Whenever the string "above" turns up in a line of the data below, copy that line.

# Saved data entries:
**********

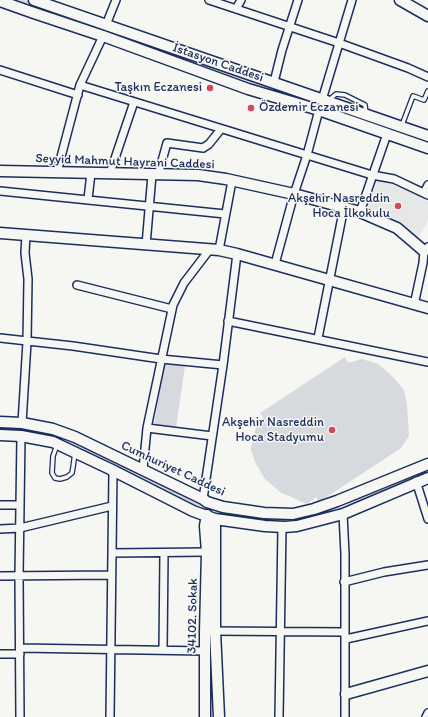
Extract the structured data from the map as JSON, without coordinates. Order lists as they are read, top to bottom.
{
  "streets": {
    "main road": [
      "İstasyon Caddesi",
      "Seyyid Mahmut Hayrani Caddesi",
      "Cumhuriyet Caddesi",
      "34102. Sokak"
    ]
  },
  "crossings": [
    ["Cumhuriyet Caddesi", "34102. Sokak"]
  ],
  "places": [
    "Taşkın Eczanesi",
    "Özdemir Eczanesi",
    "Akşehir Nasreddin Hoca İlkokulu",
    "Akşehir Nasreddin Hoca Stadyumu"
  ]
}
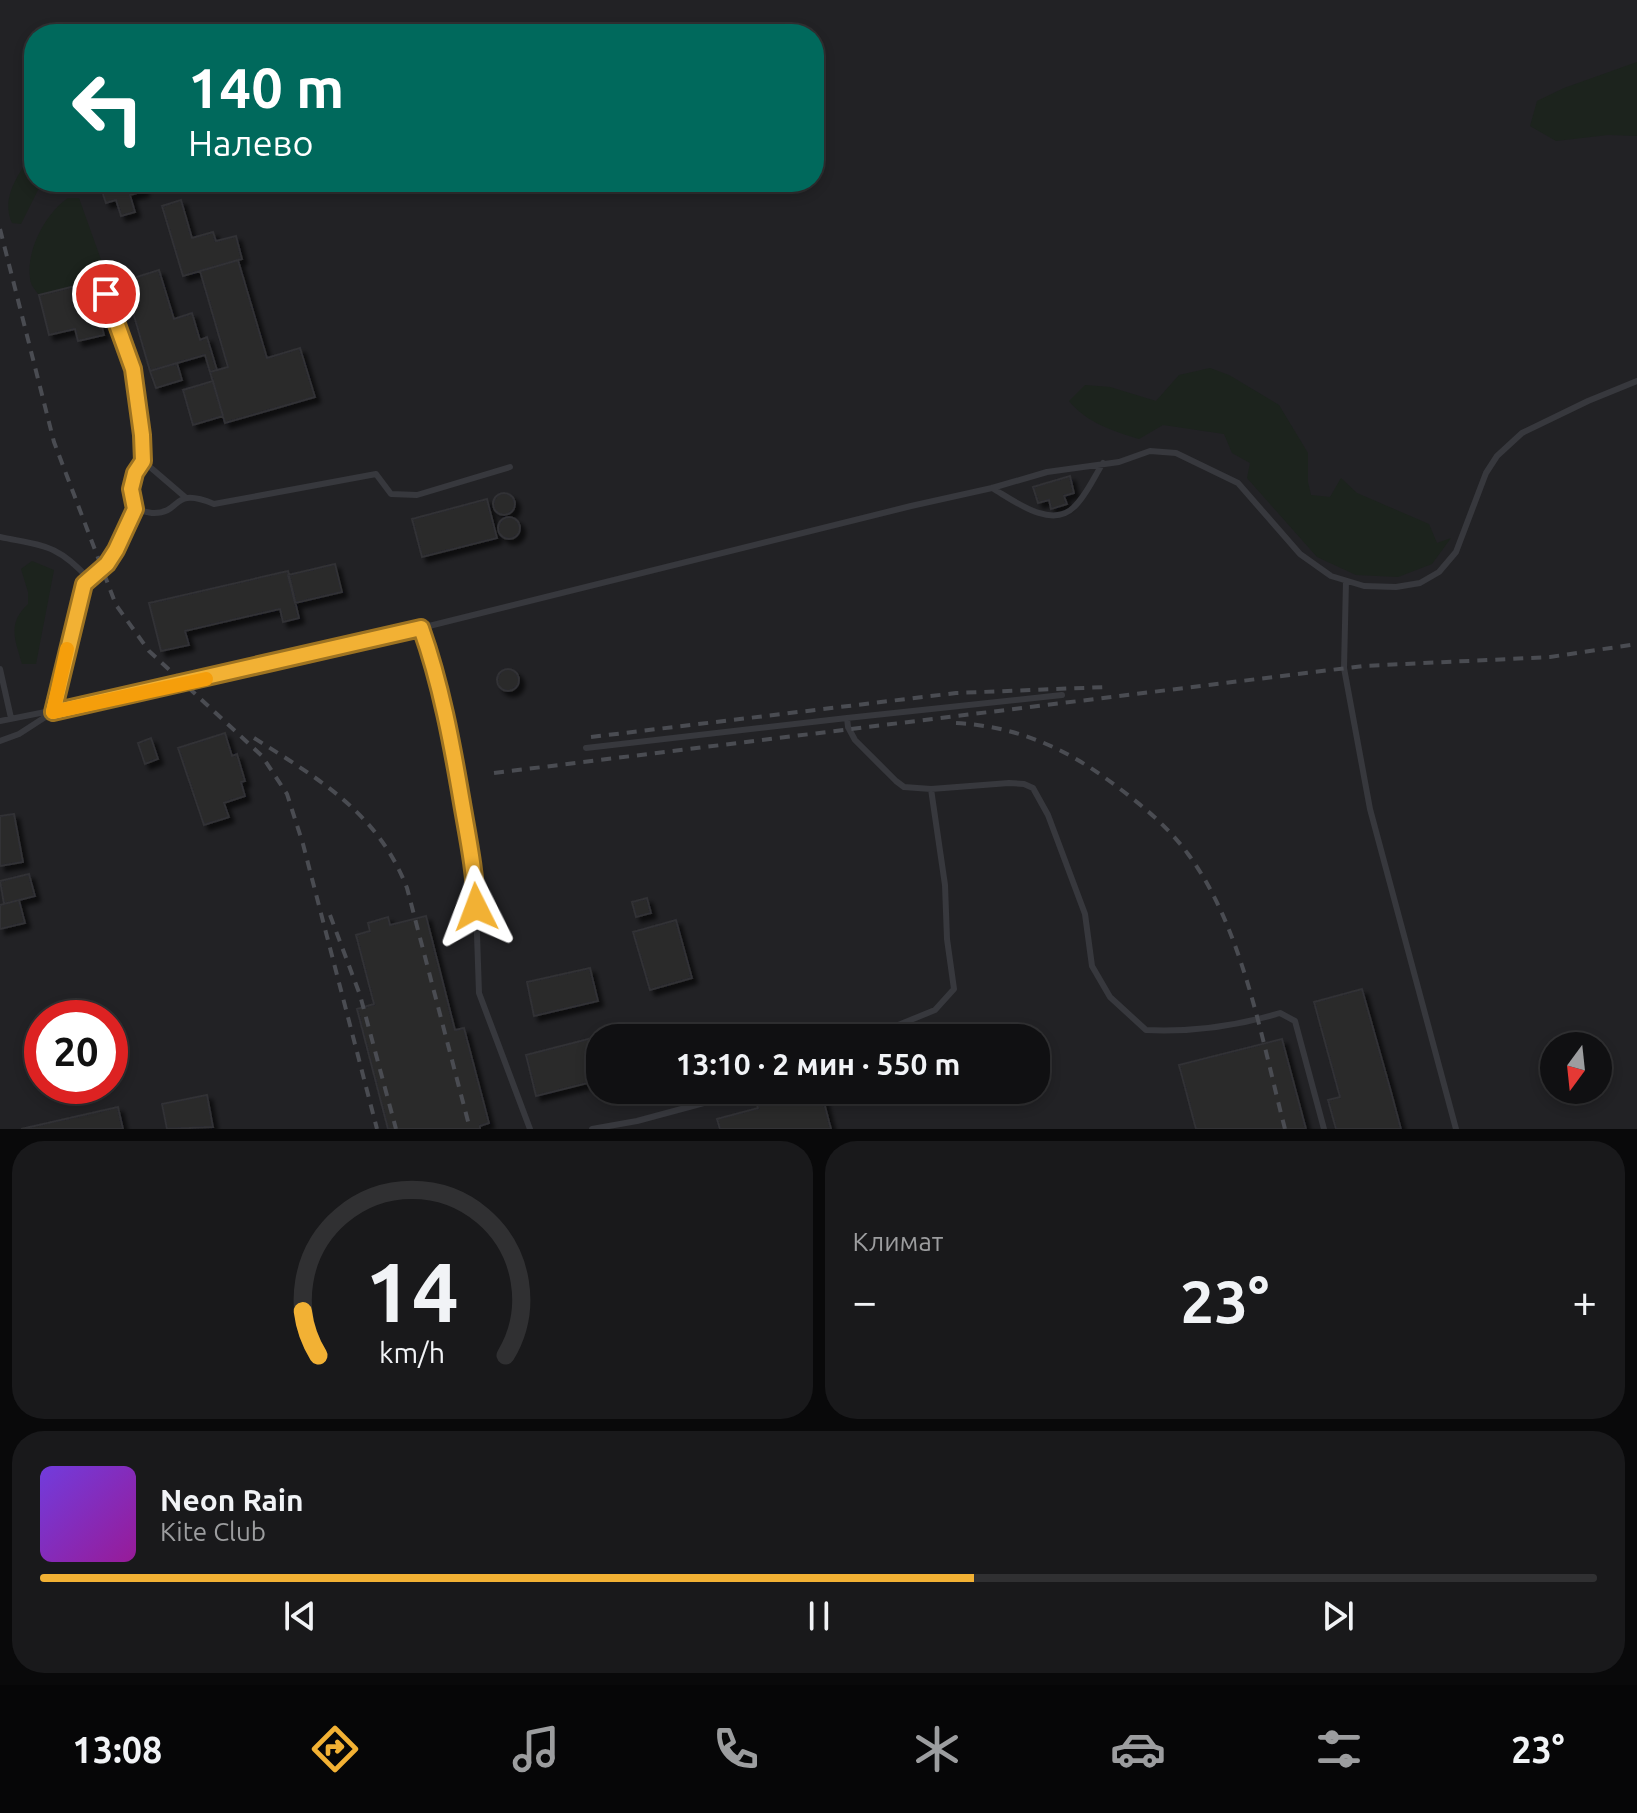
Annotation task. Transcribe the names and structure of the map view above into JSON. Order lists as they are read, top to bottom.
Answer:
{
  "north": "bottom",
  "page": {
    "turn": ["140 m", "Налево"],
    "limit": "20",
    "trip": "13:10 · 2 мин · 550 m",
    "tile": "Климат",
    "heat": ["−", "23°", "+"],
    "song": ["Neon Rain", "Kite Club"],
    "tabs": ["13:08", "23°"],
    "gauge": ["14", "km/h"]
  }
}
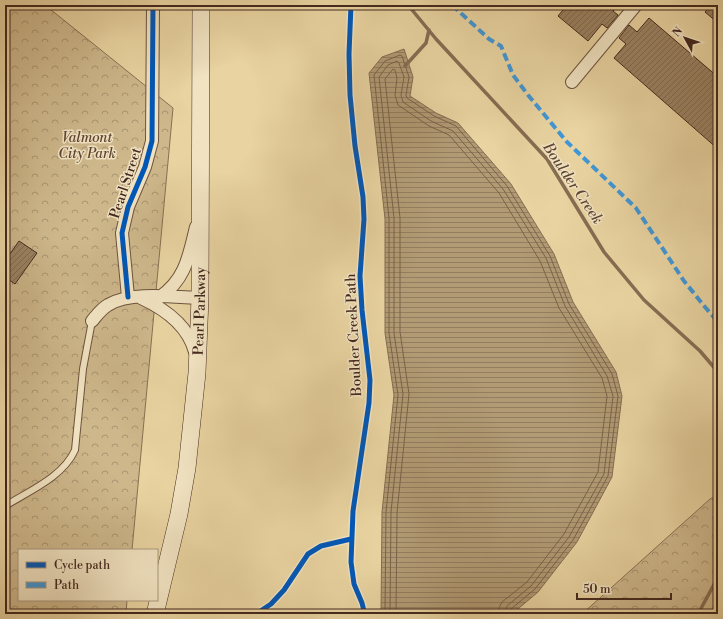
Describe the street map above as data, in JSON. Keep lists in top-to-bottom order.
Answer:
{
  "streets": {
    "main road": ["Pearl Parkway"],
    "street": ["Pearl Street"],
    "cycle path": ["Boulder Creek Path"]
  },
  "water": ["Boulder Creek"],
  "parks": ["Valmont City Park"],
  "legend": ["Cycle path", "Path"],
  "scale_bar": "50 m",
  "north": "top left"
}
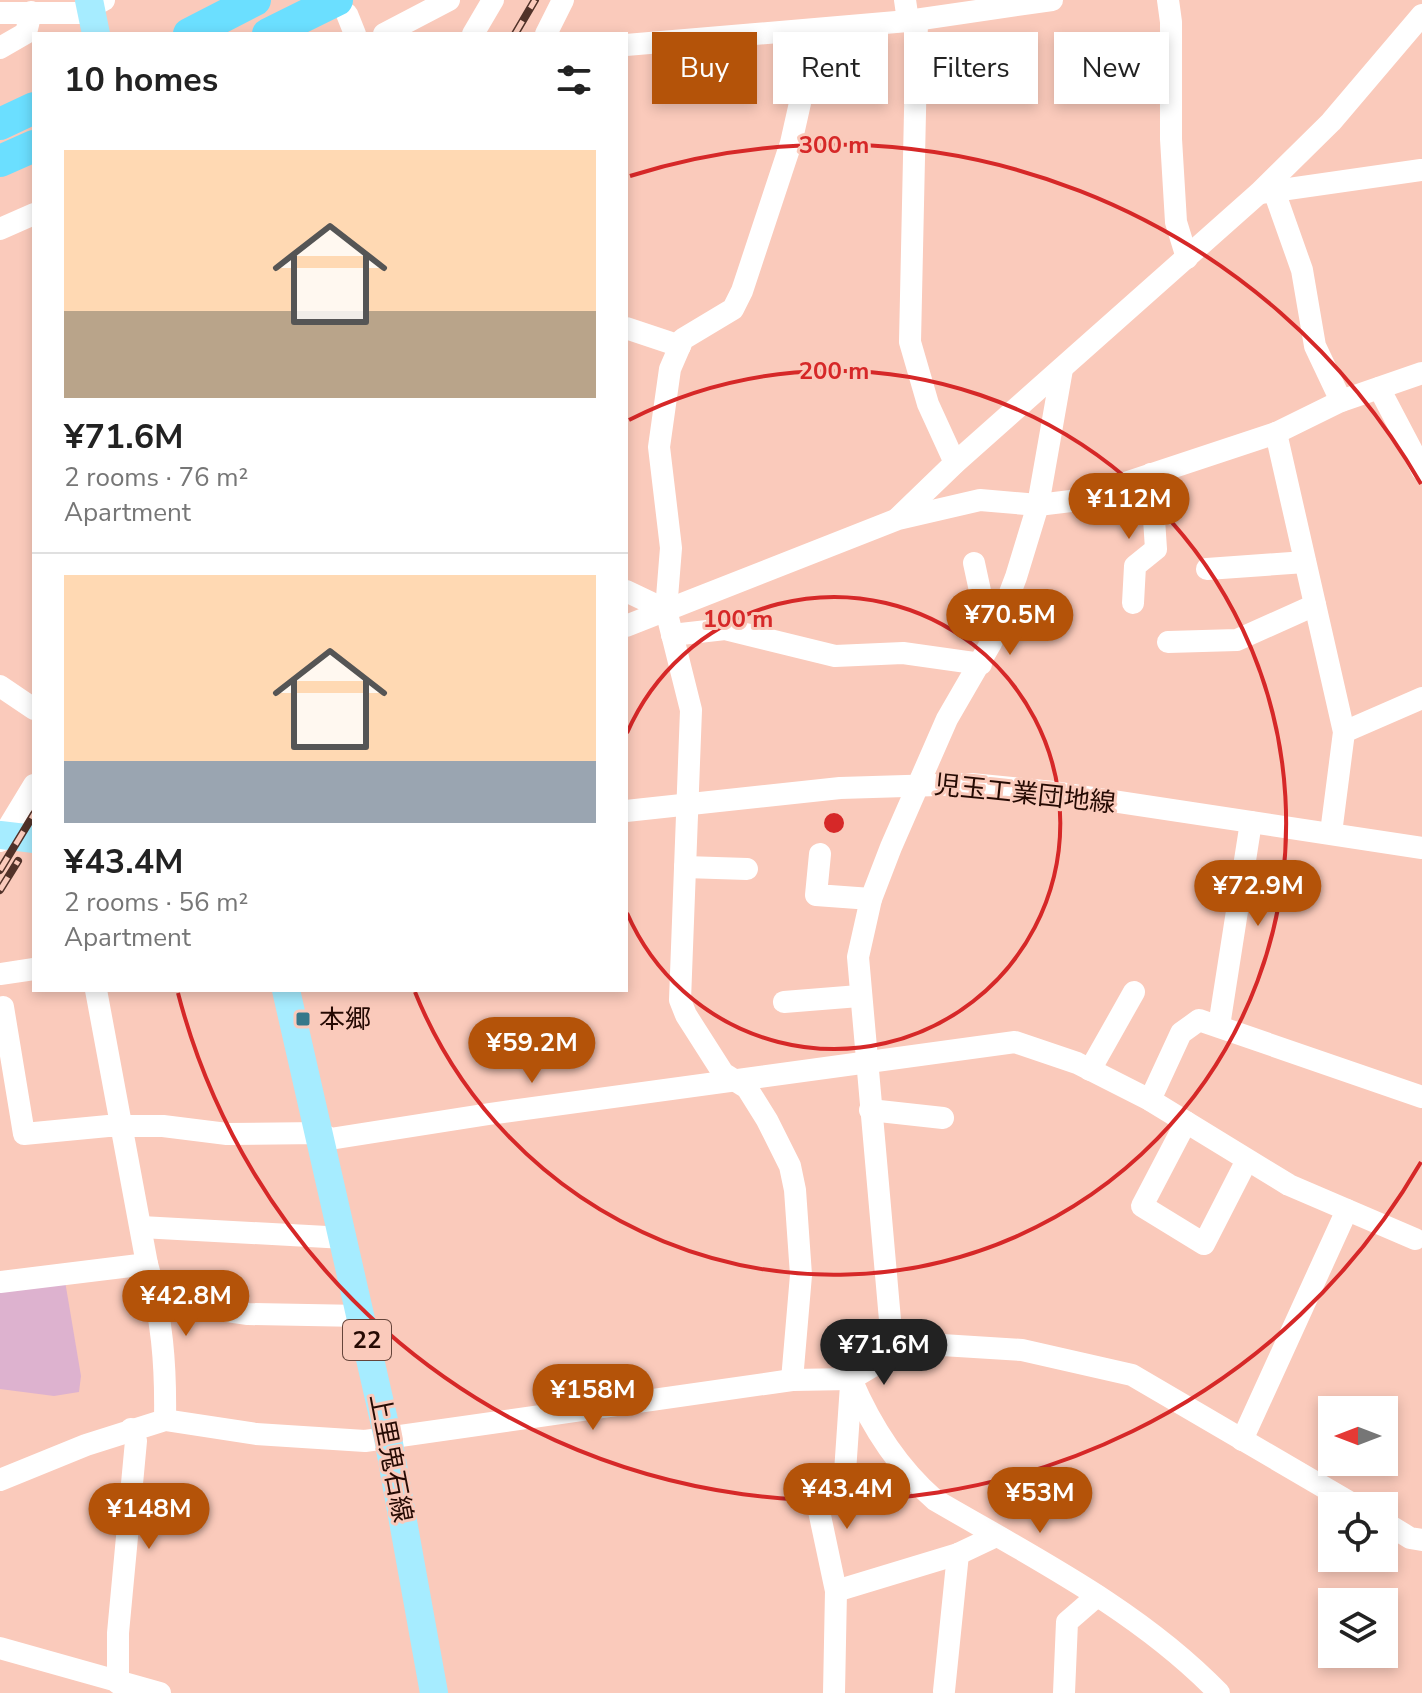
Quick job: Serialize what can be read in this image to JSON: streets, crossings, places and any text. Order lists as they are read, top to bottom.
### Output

**********

# Task answer:
Annotation task. Transcribe the names and structure of the map view above into JSON. Order lists as they are read, top to bottom.
Describe the street map above as data, in JSON. Keep lists in top-to-bottom order.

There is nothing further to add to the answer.